On Friday, 4-star defensive tackle De'Asian Richardson flipped from an earlier pledge to former conference rival West Virginia to Louisville. Rated as the nation's 25th best defensive tackle, the product of Orange Park (Fla.) High School, also turned down offers from Alabama, Missouri, Oklahoma, Penn State, South Florida and a host of others.
"At 6-foot-3 and 285 pounds, one of the first things that really jumps out at you about Richardson is how athletic he is -- especially for a kid his size," said Scout.com recruiting analyst Mike Bakas.
Richardson's commitment moved the Cardinals into Scout.com's Top 15 defensive line positional rankings, tied with, ironically, Tennessee for 14th.
Trinity wide receiver James Quick's announcement for Louisville during Saturday's US Army All-American game pushed the Cardinals even higher in the Scout.com team rankings.
The 5-star prospect is rated as the number two receiver in the country. While his final decision came down to Louisville and Ohio State, he also had offers from Alabama, Michigan, Tennessee and nearly everyone else.
Quick put his abilities on display during the All-American game, scoring the game's winning touchdown and being awarded as the event's Most Valuable Player. He finished with 3 catches for 71 yards and the score.
He's the type of player that can make a difference as a true freshman.
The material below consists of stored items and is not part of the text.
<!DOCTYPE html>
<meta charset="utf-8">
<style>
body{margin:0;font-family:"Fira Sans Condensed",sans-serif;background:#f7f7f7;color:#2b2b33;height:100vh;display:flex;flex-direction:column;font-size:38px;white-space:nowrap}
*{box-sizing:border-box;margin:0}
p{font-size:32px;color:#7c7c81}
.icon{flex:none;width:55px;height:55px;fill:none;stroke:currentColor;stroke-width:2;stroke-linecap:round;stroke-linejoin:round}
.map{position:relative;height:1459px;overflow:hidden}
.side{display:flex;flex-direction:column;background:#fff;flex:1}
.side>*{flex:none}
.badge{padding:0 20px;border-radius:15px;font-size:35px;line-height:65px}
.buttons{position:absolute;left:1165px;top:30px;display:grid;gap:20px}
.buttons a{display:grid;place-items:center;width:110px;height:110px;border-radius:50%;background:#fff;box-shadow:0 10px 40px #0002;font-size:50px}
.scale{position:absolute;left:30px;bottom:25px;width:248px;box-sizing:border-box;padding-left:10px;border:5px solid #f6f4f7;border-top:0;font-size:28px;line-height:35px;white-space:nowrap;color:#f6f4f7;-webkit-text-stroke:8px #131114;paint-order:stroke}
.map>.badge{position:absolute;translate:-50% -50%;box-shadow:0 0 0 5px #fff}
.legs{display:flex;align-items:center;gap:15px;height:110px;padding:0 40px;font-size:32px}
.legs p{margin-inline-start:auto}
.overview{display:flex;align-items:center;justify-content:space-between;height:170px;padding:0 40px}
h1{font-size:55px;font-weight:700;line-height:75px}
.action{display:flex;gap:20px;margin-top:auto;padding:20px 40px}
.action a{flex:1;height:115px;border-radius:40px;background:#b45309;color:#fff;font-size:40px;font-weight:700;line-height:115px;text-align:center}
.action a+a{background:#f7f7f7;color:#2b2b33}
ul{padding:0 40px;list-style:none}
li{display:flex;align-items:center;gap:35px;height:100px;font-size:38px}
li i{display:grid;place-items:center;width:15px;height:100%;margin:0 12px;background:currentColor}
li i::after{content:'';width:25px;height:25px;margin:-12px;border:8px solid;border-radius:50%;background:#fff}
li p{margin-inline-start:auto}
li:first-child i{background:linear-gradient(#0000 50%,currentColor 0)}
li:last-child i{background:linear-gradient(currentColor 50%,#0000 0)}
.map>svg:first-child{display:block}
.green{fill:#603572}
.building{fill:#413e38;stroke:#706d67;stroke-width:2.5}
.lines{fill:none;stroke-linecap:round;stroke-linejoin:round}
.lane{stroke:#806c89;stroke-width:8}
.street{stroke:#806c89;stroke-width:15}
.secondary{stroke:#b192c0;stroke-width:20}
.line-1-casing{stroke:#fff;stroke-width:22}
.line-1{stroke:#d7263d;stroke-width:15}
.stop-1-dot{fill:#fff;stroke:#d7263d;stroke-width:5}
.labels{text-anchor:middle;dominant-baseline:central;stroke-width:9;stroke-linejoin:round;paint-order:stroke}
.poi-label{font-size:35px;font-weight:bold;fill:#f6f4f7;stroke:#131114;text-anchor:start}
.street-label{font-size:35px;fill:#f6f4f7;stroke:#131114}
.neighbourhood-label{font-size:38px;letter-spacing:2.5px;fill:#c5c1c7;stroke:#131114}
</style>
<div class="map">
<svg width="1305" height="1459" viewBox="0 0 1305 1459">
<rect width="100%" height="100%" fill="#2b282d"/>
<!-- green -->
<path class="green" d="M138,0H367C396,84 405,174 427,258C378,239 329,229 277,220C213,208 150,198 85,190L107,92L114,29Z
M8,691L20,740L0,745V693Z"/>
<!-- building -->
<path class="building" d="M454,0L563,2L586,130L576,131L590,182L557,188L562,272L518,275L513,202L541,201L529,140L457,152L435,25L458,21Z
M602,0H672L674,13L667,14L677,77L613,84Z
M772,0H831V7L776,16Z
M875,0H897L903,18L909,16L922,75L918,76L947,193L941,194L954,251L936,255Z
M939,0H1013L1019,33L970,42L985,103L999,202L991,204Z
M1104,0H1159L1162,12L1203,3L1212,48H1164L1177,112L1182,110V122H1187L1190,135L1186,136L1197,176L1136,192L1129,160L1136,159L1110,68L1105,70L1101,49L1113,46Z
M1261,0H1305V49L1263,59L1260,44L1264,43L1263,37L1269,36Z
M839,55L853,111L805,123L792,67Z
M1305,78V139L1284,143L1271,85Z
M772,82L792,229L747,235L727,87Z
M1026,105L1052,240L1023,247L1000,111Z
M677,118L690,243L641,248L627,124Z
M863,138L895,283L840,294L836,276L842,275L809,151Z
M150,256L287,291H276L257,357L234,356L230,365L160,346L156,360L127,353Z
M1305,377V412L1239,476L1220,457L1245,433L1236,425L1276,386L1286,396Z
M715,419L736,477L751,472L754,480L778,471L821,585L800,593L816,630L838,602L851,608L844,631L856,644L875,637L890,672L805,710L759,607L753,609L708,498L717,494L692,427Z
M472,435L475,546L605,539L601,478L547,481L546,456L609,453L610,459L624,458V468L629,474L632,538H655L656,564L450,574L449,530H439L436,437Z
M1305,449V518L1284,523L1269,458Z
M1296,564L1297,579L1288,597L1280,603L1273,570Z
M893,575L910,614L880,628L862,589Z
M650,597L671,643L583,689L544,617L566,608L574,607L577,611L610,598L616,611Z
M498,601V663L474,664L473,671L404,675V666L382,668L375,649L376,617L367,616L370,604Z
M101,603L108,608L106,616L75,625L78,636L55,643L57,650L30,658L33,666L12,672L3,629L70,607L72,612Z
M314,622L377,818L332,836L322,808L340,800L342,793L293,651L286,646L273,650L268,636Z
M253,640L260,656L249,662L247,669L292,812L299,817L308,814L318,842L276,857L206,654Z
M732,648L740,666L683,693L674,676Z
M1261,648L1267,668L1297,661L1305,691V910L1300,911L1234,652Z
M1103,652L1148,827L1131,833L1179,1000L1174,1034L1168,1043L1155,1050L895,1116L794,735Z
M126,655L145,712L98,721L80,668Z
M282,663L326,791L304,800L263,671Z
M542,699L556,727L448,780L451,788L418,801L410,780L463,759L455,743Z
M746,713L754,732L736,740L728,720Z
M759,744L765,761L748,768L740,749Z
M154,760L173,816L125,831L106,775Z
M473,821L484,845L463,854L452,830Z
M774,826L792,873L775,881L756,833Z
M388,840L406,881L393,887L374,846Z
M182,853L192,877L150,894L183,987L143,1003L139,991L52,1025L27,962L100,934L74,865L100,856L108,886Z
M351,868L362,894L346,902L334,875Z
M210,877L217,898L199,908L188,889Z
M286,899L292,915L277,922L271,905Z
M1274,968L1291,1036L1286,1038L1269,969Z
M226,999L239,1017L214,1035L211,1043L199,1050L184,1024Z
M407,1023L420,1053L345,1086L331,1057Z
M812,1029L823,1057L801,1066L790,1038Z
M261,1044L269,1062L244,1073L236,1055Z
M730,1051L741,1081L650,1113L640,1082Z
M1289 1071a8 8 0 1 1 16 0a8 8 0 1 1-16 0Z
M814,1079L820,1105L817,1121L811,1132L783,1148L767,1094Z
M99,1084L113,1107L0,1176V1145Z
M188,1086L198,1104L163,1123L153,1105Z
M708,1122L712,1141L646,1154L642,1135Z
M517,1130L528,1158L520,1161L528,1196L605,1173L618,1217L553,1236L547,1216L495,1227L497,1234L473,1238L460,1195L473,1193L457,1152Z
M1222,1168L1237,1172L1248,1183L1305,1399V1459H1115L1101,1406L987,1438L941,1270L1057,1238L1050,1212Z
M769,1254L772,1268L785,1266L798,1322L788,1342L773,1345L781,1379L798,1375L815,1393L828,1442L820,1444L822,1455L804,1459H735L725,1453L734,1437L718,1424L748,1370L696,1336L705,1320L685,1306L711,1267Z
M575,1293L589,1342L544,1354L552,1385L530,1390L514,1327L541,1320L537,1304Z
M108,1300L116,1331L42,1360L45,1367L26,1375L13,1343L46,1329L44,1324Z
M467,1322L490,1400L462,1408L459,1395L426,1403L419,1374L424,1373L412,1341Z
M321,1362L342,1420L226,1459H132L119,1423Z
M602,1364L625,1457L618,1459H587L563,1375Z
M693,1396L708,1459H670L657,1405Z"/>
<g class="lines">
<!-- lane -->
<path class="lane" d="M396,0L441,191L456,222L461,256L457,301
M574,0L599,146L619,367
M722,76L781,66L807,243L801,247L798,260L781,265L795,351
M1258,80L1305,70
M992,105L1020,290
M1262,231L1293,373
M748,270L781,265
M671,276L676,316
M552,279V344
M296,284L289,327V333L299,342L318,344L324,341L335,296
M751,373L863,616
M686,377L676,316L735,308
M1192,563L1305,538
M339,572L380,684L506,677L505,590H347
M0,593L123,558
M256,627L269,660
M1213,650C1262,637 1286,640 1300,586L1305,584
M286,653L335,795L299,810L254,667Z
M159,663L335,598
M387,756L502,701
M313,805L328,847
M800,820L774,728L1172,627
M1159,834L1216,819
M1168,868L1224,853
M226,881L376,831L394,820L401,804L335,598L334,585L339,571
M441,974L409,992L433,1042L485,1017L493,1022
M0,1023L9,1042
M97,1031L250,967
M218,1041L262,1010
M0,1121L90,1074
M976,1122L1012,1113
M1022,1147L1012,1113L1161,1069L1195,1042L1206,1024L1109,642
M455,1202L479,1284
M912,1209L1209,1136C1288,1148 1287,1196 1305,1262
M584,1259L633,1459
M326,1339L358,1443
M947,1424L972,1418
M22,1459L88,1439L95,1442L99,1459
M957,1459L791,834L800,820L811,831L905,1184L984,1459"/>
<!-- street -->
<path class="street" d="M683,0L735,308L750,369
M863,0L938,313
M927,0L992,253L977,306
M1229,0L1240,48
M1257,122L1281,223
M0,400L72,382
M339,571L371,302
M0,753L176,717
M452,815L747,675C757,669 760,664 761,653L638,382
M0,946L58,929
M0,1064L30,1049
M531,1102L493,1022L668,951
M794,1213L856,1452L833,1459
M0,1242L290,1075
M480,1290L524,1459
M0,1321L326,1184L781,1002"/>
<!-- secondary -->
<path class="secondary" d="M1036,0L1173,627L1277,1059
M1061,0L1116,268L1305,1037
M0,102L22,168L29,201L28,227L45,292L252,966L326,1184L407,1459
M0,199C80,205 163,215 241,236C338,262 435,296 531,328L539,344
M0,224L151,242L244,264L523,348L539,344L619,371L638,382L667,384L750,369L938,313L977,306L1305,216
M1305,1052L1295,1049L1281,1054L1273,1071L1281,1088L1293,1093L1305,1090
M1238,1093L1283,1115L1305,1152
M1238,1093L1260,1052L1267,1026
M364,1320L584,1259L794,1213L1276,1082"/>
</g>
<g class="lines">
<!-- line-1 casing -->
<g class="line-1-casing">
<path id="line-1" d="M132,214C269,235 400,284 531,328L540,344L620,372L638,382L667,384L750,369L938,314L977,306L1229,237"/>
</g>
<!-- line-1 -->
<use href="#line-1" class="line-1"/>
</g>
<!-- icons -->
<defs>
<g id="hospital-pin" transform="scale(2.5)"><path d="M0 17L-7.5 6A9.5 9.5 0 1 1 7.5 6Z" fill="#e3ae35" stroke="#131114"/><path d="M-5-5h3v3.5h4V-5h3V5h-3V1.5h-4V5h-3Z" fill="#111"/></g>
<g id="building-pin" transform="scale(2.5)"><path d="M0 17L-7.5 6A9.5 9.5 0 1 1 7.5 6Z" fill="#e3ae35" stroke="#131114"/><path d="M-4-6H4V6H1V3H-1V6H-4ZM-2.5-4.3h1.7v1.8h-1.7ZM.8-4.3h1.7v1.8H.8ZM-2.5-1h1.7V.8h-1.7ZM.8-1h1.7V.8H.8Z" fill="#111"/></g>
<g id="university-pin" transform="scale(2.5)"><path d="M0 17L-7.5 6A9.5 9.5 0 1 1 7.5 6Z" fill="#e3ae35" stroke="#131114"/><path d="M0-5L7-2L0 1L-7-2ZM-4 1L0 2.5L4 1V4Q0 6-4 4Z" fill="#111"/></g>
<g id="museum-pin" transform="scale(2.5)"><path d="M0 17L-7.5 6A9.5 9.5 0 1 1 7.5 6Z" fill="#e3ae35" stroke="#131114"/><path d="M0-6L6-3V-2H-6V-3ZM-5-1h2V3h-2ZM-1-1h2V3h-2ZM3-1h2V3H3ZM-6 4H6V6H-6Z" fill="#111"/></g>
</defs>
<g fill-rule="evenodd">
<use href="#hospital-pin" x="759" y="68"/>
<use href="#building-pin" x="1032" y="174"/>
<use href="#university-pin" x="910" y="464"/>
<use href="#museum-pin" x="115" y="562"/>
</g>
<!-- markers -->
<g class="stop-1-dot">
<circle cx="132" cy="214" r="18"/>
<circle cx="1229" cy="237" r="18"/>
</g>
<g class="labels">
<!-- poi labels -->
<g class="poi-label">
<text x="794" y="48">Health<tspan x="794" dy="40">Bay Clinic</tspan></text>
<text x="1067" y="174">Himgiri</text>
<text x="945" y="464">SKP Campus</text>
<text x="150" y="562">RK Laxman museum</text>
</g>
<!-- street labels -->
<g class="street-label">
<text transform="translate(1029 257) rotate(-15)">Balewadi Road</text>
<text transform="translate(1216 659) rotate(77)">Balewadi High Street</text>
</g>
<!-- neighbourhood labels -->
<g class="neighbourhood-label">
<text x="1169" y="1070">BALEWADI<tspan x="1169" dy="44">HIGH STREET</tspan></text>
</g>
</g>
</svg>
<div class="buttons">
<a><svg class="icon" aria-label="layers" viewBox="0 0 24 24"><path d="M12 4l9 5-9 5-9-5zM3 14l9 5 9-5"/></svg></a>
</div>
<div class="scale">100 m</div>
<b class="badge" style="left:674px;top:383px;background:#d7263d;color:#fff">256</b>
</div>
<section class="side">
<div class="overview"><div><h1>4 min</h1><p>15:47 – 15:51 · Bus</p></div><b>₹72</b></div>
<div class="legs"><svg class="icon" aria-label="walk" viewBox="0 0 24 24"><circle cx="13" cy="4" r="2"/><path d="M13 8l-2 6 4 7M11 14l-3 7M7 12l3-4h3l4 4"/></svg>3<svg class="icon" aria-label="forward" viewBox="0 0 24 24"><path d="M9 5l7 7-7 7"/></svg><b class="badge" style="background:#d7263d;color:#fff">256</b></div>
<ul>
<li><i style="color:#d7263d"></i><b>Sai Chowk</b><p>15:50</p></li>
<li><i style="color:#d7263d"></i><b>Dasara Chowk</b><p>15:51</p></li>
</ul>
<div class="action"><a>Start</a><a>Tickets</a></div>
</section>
"It's a big pickup," said Allen Trieu, a Scout.com National Recruiting Analyst. "He's a five-star guy from right in town, so it would have been tough to see him go to Ohio State. Beyond the local ties, you're talking about a prospect who can come in and play right away, and potentially be a true difference maker throughout his career."
The graduation of Andrell Smith opens a spot amongst Louisville's starting receivers and Scott Kennedy, Scout.com's Director of Scouting, believes that Quick's talent is on par with the Cardinals already talented group of receivers, giving him an opportunity to contribute right away.
"I think Quick has the ability to come in and make an immediate impact," said Kennedy. "While he'll need to learn the nuances of Louisville's offense, from a size/speed ratio, he'll arguably be the most talented receiver for the Cardinals as soon as he arrives on campus. He has good size and outstanding speed and quickness. He has the lateral movement to play in the slot and the size to play outside. His versatility will give him a chance to contribute in any number of ways for Louisville next season."
Quick became the 13th public commitment for Louisville, lifting the program's overall ranking to 49th. However, U of L's average star rating has climbed to 3.15, which is 24th nationally.
While the overall ranking isn't a headline grabber, the overall star rating is noteworthy. Expected to cap out around 16, this year's recruiting ranking will be somewhat hindered due to the smaller number, making the average star rating, as well as positional ratings, even more telling.
Louisville's highest recruiting ranking since 2009 was two years ago when the 2011 class, highlighted by Teddy Bridgewater, finished 33rd in the nation. During the same stretch, the highest star average for each class was 3.05, also coming two seasons ago.
With it's current star average of 3.15, Louisville's current class is noticeably higher than any class since 2009 and is a clear indicator that Charlie Strong and his staff are filling the team needs with quality, while also bolstering depth in key areas.
While things are certain to continue to change, as national signing day is still a month away, the momentum built by the Louisville program should prove as an indicator that the Cardinals will continue to remain on the rise.